WHAT THE TASK REQUIRES.
A faithful copy is required. Print each line of the data exactly and omit the pictures.

SUPPLIED INFORMATION.
◆ ◆ ◆ ◆ ◆ ◆ ◆
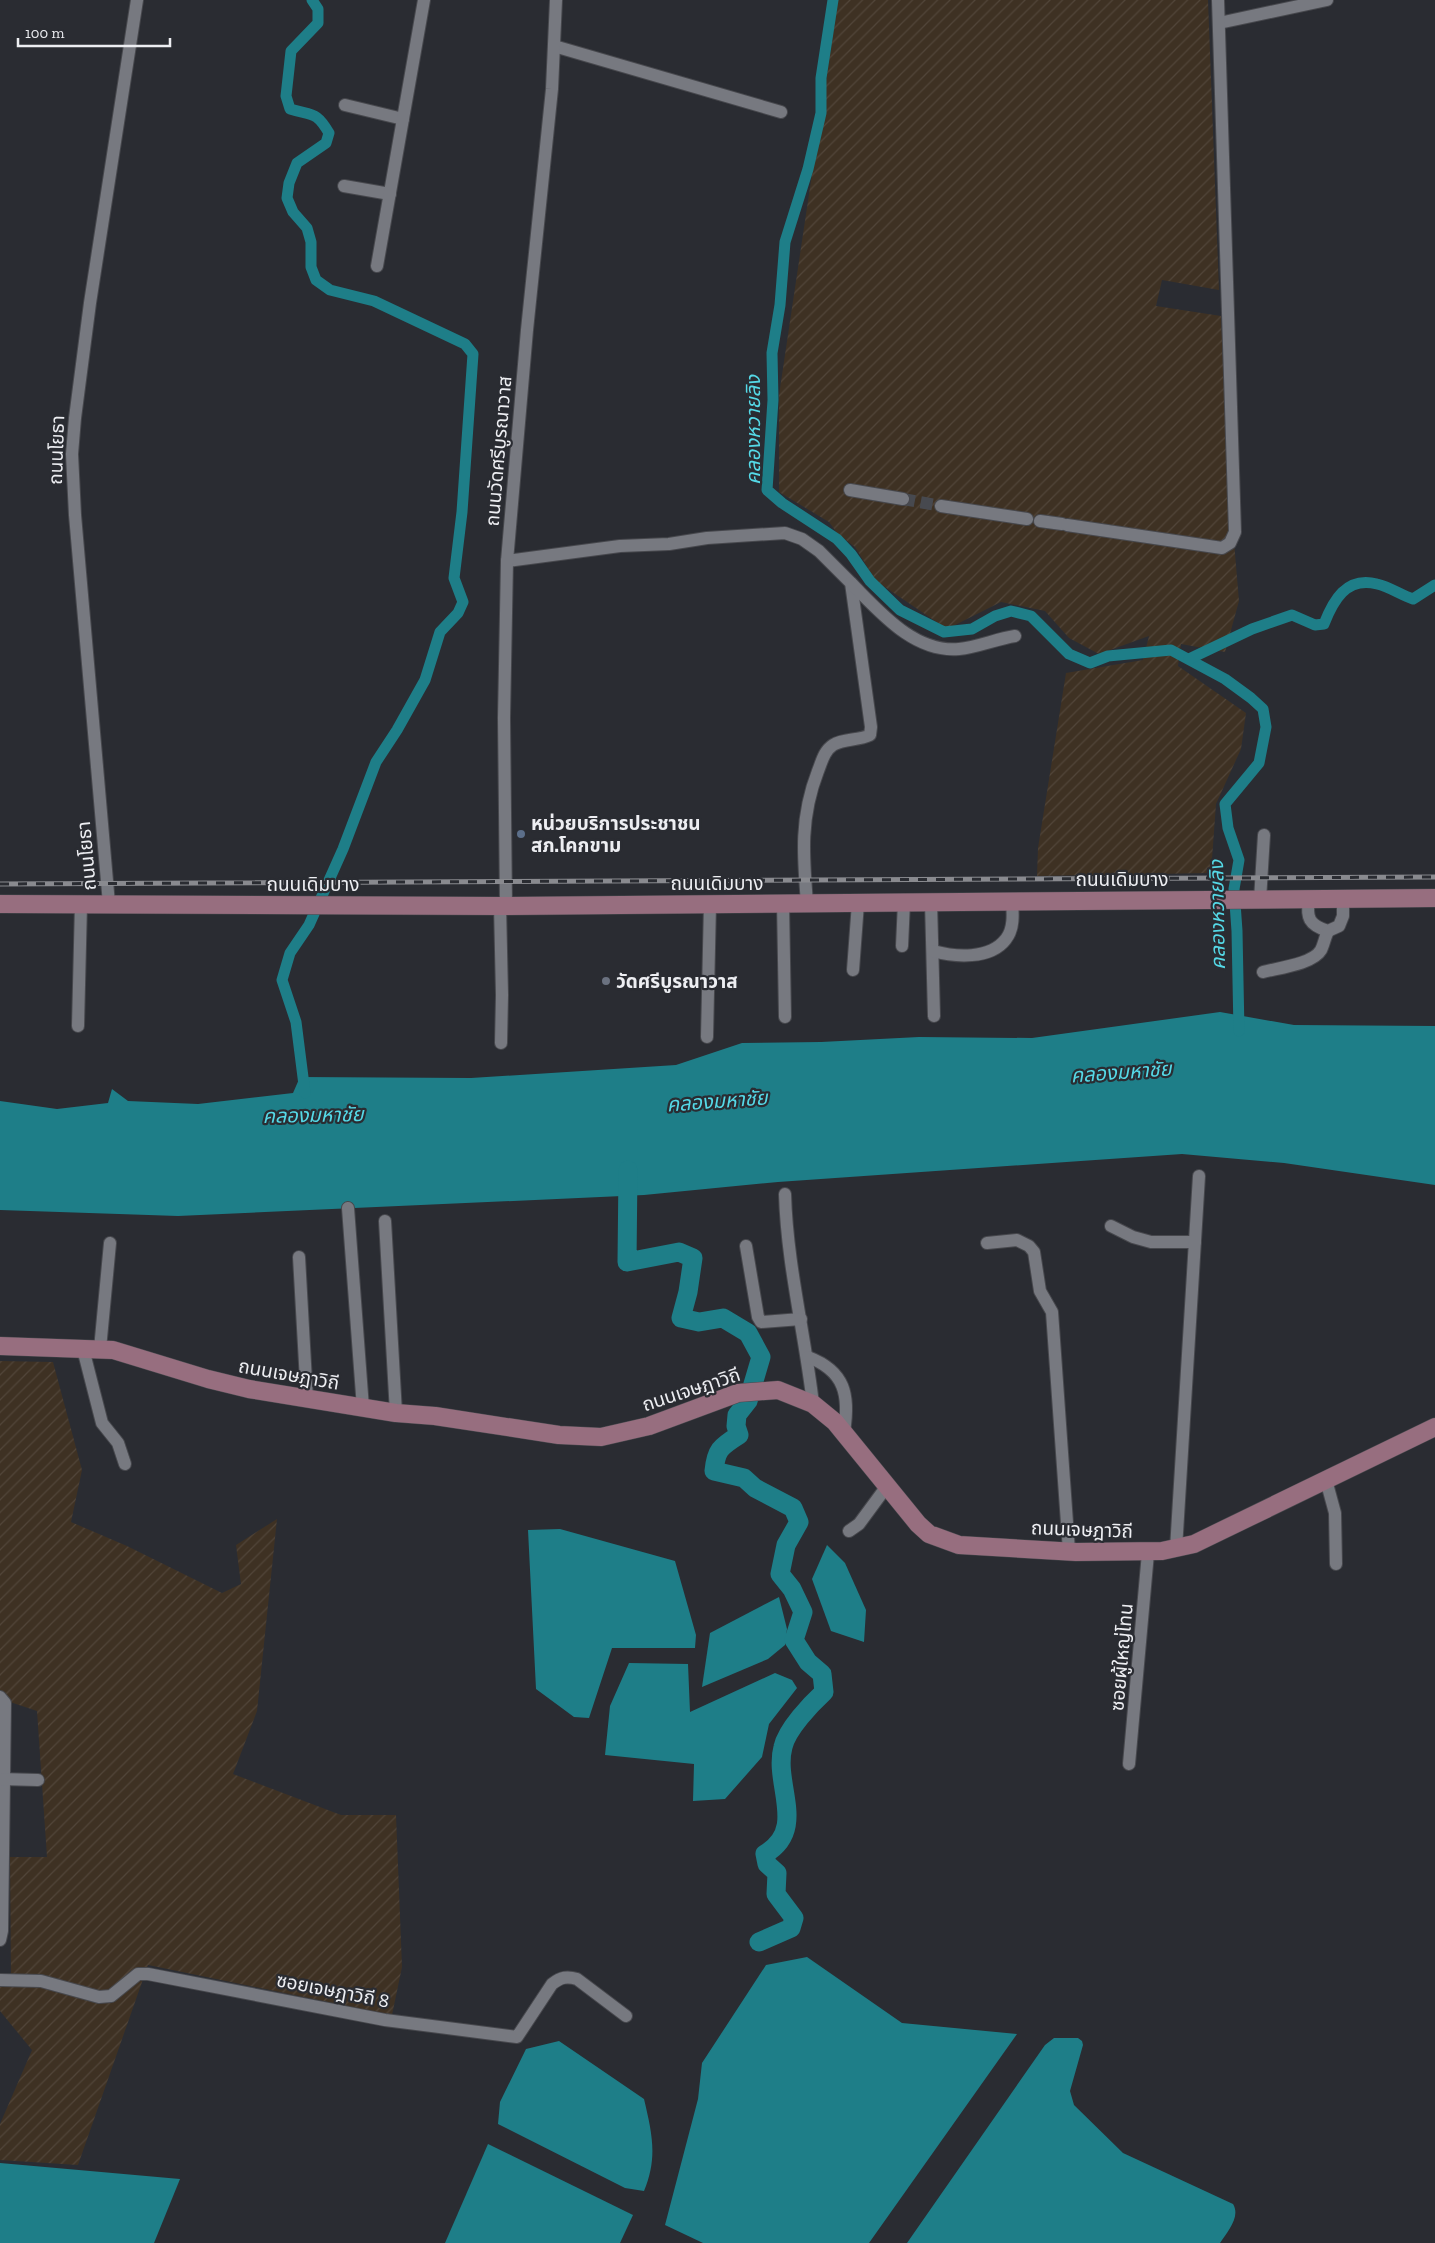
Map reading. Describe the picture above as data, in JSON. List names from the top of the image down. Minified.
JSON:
{"streets":{"street":["ถนนโยธา","ถนนวัดศรีบูรณาวาส","ถนนเดิมบาง","ถนนเจษฎาวิถี","ซอยผู้ใหญ่โทน","ซอยเจษฎาวิถี 8"]},"crossings":[["ถนนโยธา","ถนนเดิมบาง"],["ถนนวัดศรีบูรณาวาส","ถนนเดิมบาง"],["ถนนเจษฎาวิถี","ซอยผู้ใหญ่โทน"]],"water":["คลองหวายลิง","คลองมหาชัย"],"places":["หน่วยบริการประชาชน สภ.โคกขาม","วัดศรีบูรณาวาส"],"scale_bar":"100 m"}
◆ ◆ ◆ ◆ ◆ ◆ ◆
YOUR SOLUTION.
Map reading. Describe the picture above as data, in JSON. List names from the top of the image down. Minified.
JSON:
{"streets":{"street":["ถนนโยธา","ถนนวัดศรีบูรณาวาส","ถนนเดิมบาง","ถนนเจษฎาวิถี","ซอยผู้ใหญ่โทน","ซอยเจษฎาวิถี 8"]},"crossings":[["ถนนโยธา","ถนนเดิมบาง"],["ถนนวัดศรีบูรณาวาส","ถนนเดิมบาง"],["ถนนเจษฎาวิถี","ซอยผู้ใหญ่โทน"]],"water":["คลองหวายลิง","คลองมหาชัย"],"places":["หน่วยบริการประชาชน สภ.โคกขาม","วัดศรีบูรณาวาส"],"scale_bar":"100 m"}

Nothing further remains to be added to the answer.